La vida es tan precavida que suele insertarnos en nuestra perfecta máquina de “razonar”, el cerebro, la idea de que; ante el más mínimo roce de piel, debemos de ponernos alerta ante el peligro. Y digo “precavida” porque también este se cree, es decir, el cerebro, que saldremos ilesos ante todos los retos por venir y por supuesto, sin un rasguño…
! Wrong! Los primeros rasguños los tengo bien claritos. Aquellos “carritos” de madera que fabricábamos, o mejor dicho, aquella tabla liza a la que le colocábamos cuatro ruedas de acero y que iba a ras del suelo.
La calle no tiene compasión. Toda una alfombra de cemento cuya piel es una lija que raspa como cuchillo caliente a quien ose rozarse con ella. Aquellos artefactos improvisados de muchachos emprendedores y audaces no tenían más combustibles que las piernas del que empujaba al que manejaba también con los pies en una suerte de equilibrio y balance. Sin frenos no había otra opción que estrellarse de frente o salir disparado ante el pavimento que indiferente esperaba caliente nuestra tierna piel y sus frágiles capas.
El “raspón” era camaleónico, primero se notaba un blanco ocreoso que luego se iba poniendo rojo. Terminaba en unos días, tornándose marrón ante la dura costra que se formaba, luego un verde pus que terminaba de nuevo en un blanco antiguo, casi amarillo. Había en este proceso “dos dolores” el del raspón inicial y el de la “delicada y cuidadosa” operación de quitarse, poco a poco, la costra a costa de quedar marcado para siempre si se quitaba antes de “su maduración”…
Los subsiguientes rasguños continuarán por largos años y a medida que uno va creciendo, peleas en fiestas, botellazos en la cabeza, uno que otro palo, un machete que aflora, una pistola que suena, en fin, una serie de atentados que van dejándonos cicatrices físicas y mentales.
Pero los rasguños más inquietantes no serán aquellos que nos van dejando lisiados o cojos o “mancos”. Si no “esos” que suelen penetrar cual máquina de rayos x sin que los veamos y se adhieren al cuerpo discretos como parásitos, que, eventualmente, terminarán minando a ese mismo cerebro que creía sabérselas todas.
El amor, el odio, la indiferencia, el ego, la felicidad, la tragedia, la presencia o la ausencia, serán algunos de los rayos que nos irán partiendo el alma en pedacitos. Nos miraremos incautos, buscando las heridas sin encontrar las cicatrices. Cuando no las vemos, es más difícil sanarlas.

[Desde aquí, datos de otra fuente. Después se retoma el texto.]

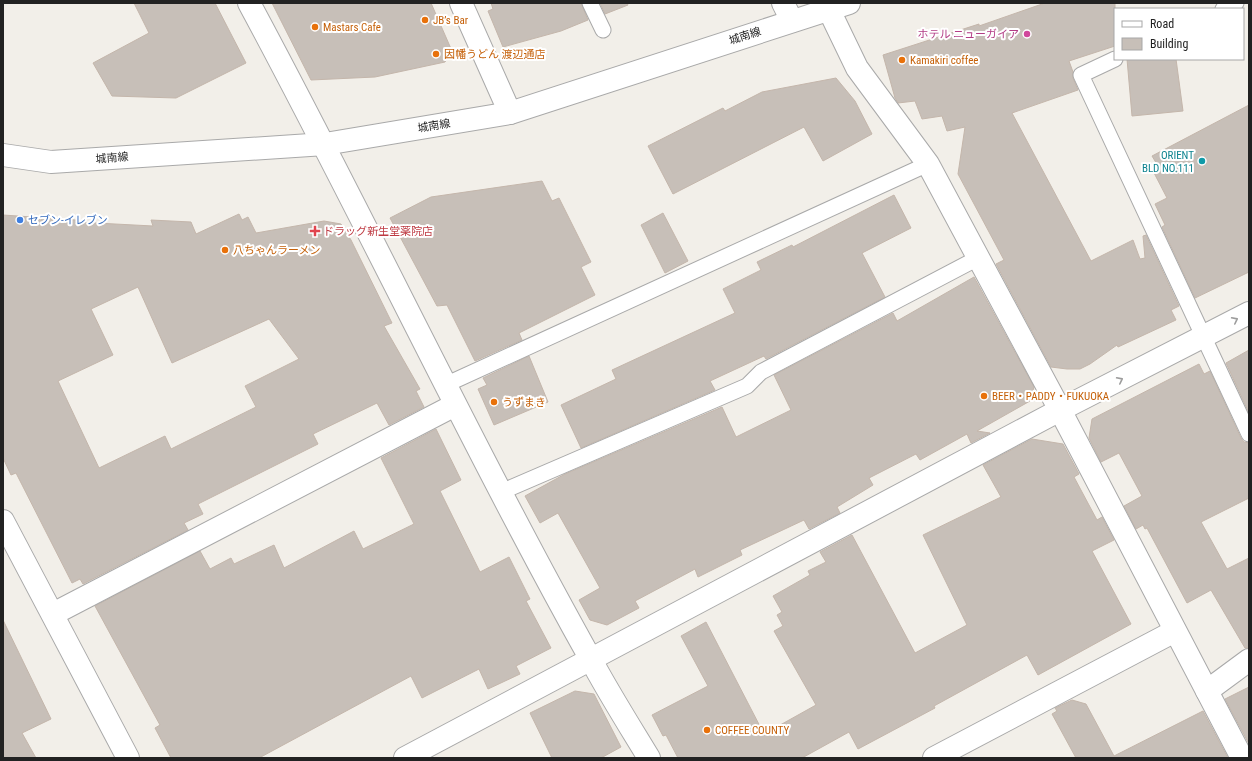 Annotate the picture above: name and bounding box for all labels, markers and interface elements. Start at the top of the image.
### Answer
legend [1114,8,1244,60]
place label: JB’s Bar [433,14,469,27]
marker: JB’s Bar [420,15,430,25]
text: Road [1150,17,1174,31]
place label: Mastars Cafe [323,21,381,34]
marker: Mastars Cafe [310,22,320,32]
street label: 城南線 [727,25,763,47]
place label: ホテル ニューガイア [917,28,1019,41]
marker: ホテル ニューガイア [1022,29,1032,39]
text: Building [1150,37,1188,51]
place label: 因幡うどん 渡辺通店 [444,48,546,61]
marker: 因幡うどん 渡辺通店 [431,49,441,59]
place label: Kamakiri coffee [910,54,978,67]
marker: Kamakiri coffee [897,55,907,65]
street label: 城南線 [417,117,451,135]
place label: ORIENT BLD NO.111 [1142,149,1194,175]
street label: 城南線 [95,150,129,166]
marker: ORIENT BLD NO.111 [1197,156,1207,166]
place label: セブン-イレブン [28,214,108,227]
marker: セブン-イレブン [15,215,25,225]
place label: ドラッグ新生堂薬院店 [323,225,433,238]
marker: ドラッグ新生堂薬院店 [310,226,320,236]
place label: 八ちゃんラーメン [233,244,321,257]
marker: 八ちゃんラーメン [220,245,230,255]
one-way arrow [1231,317,1239,325]
one-way arrow [1116,377,1123,384]
place label: BEER・PADDY・FUKUOKA [992,390,1110,403]
marker: BEER・PADDY・FUKUOKA [979,391,989,401]
place label: うずまき [502,396,546,409]
marker: うずまき [489,397,499,407]
place label: COFFEE COUNTY [715,724,789,737]
marker: COFFEE COUNTY [702,725,712,735] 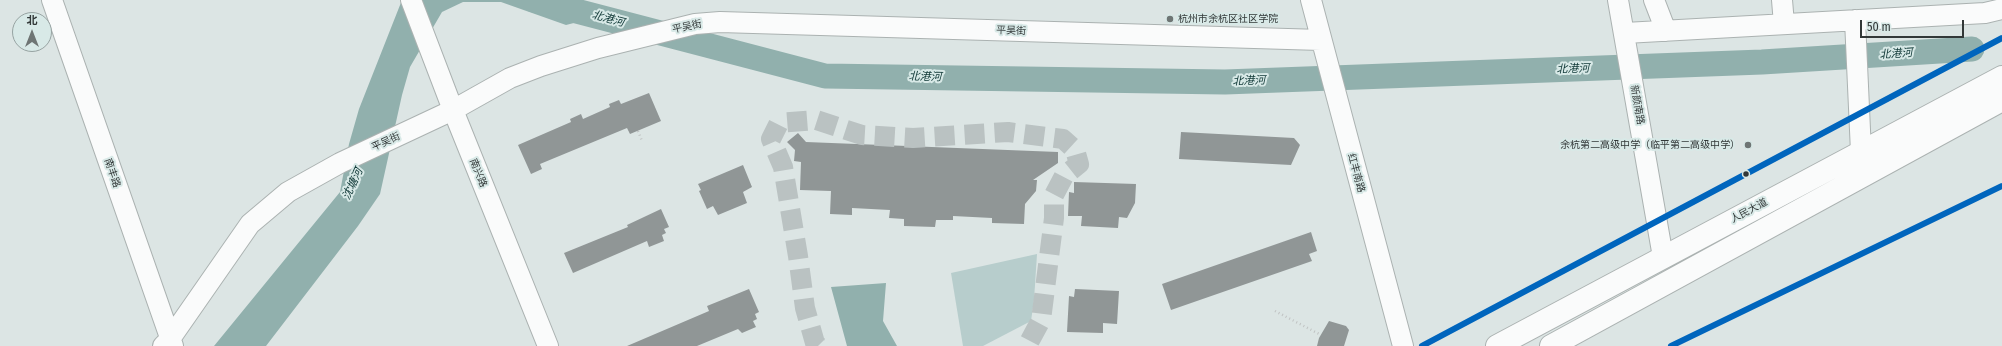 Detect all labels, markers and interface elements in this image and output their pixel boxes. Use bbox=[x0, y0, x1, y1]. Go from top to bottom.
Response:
water label: 北港河 bbox=[590, 8, 626, 30]
north arrow bbox=[12, 12, 52, 52]
scale bar bbox=[1862, 12, 1966, 38]
place label: 杭州市余杭区社区学院 bbox=[1178, 13, 1278, 25]
text: 北 bbox=[27, 14, 38, 27]
marker: 杭州市余杭区社区学院 bbox=[1165, 14, 1175, 24]
street label: 平吴街 bbox=[671, 18, 703, 36]
text: 50 m bbox=[1867, 20, 1891, 34]
street label: 平吴街 bbox=[996, 24, 1026, 38]
water label: 北港河 bbox=[1879, 46, 1913, 62]
water label: 北港河 bbox=[1556, 62, 1590, 76]
water label: 北港河 bbox=[908, 70, 942, 84]
water label: 北港河 bbox=[1232, 74, 1266, 88]
street label: 新颜南路 bbox=[1628, 84, 1646, 126]
street label: 平吴街 bbox=[370, 130, 402, 154]
place label: 余杭第二高级中学（临平第二高级中学） bbox=[1560, 139, 1740, 151]
marker: 余杭第二高级中学（临平第二高级中学） bbox=[1743, 140, 1753, 150]
street label: 红丰南路 bbox=[1345, 152, 1367, 194]
street label: 南丰路 bbox=[101, 157, 123, 189]
street label: 南兴路 bbox=[467, 157, 489, 189]
water label: 沈塘河 bbox=[340, 166, 366, 202]
unlabelled marker bbox=[1741, 169, 1751, 179]
street label: 人民大道 bbox=[1729, 196, 1769, 226]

No tienen colores y ni siquiera un lugar específico en donde posar cariñosa una mano, propia o amiga. No hay medicinas ni donde aplicarlas. El dolor está adentro, flotando desde afuera. Solo el tiempo solemne y distante será capaz de sanar estos caprichos de los que el hombre había pensado se libraría.
Quien osa vivir un rato, un momento o toda su vida también tiene que osar saber que será imposible “pasar” sin un rasguño. Venimos a gozárnosla toda, es decir, la vida. Con sus muertes, y sus fiestas, sus latidos y quebrantos, sus jolgorios y lamentos. Risas y lágrimas, gemidos y maullidos.
Piratas y sacerdotes que temerariamente arriesgamos la piel ante cada paso. Hemos intentado de todo con tal de librarnos de los rasguños, pero hasta ahora ha sido imposible. Nos hemos portado bien, cumplimos con las reglas, no hacemos daño a nadie y ¡zas! Ahí nos engañan, nos asaltan, nos dejan y del mismo modo, engañamos, asaltamos y dejamos…
Todo un entramado de rasguños imposibles de evitar. Quien no haya sufrido de alguno seguro que nunca ha estado vivo o nunca vivió o peor… nunca supo vivir. Si usted sigue pensando que en su cerebro existe la fórmula de evitar los rasguños de la vida, lamento decirle que lo siguen engañando.
Su cerebro sabe que siempre tendremos “algún tipo” de rasguño, solo que él también sabe que si usted lo sabe no podrá soportarlo. Así es que mejor sigamos intentando llegar a la otra orilla con la ilusión y la certeza de que lo haremos “ilesos” sin un rasguño… ¡Salud! Mínimo Rasguñero.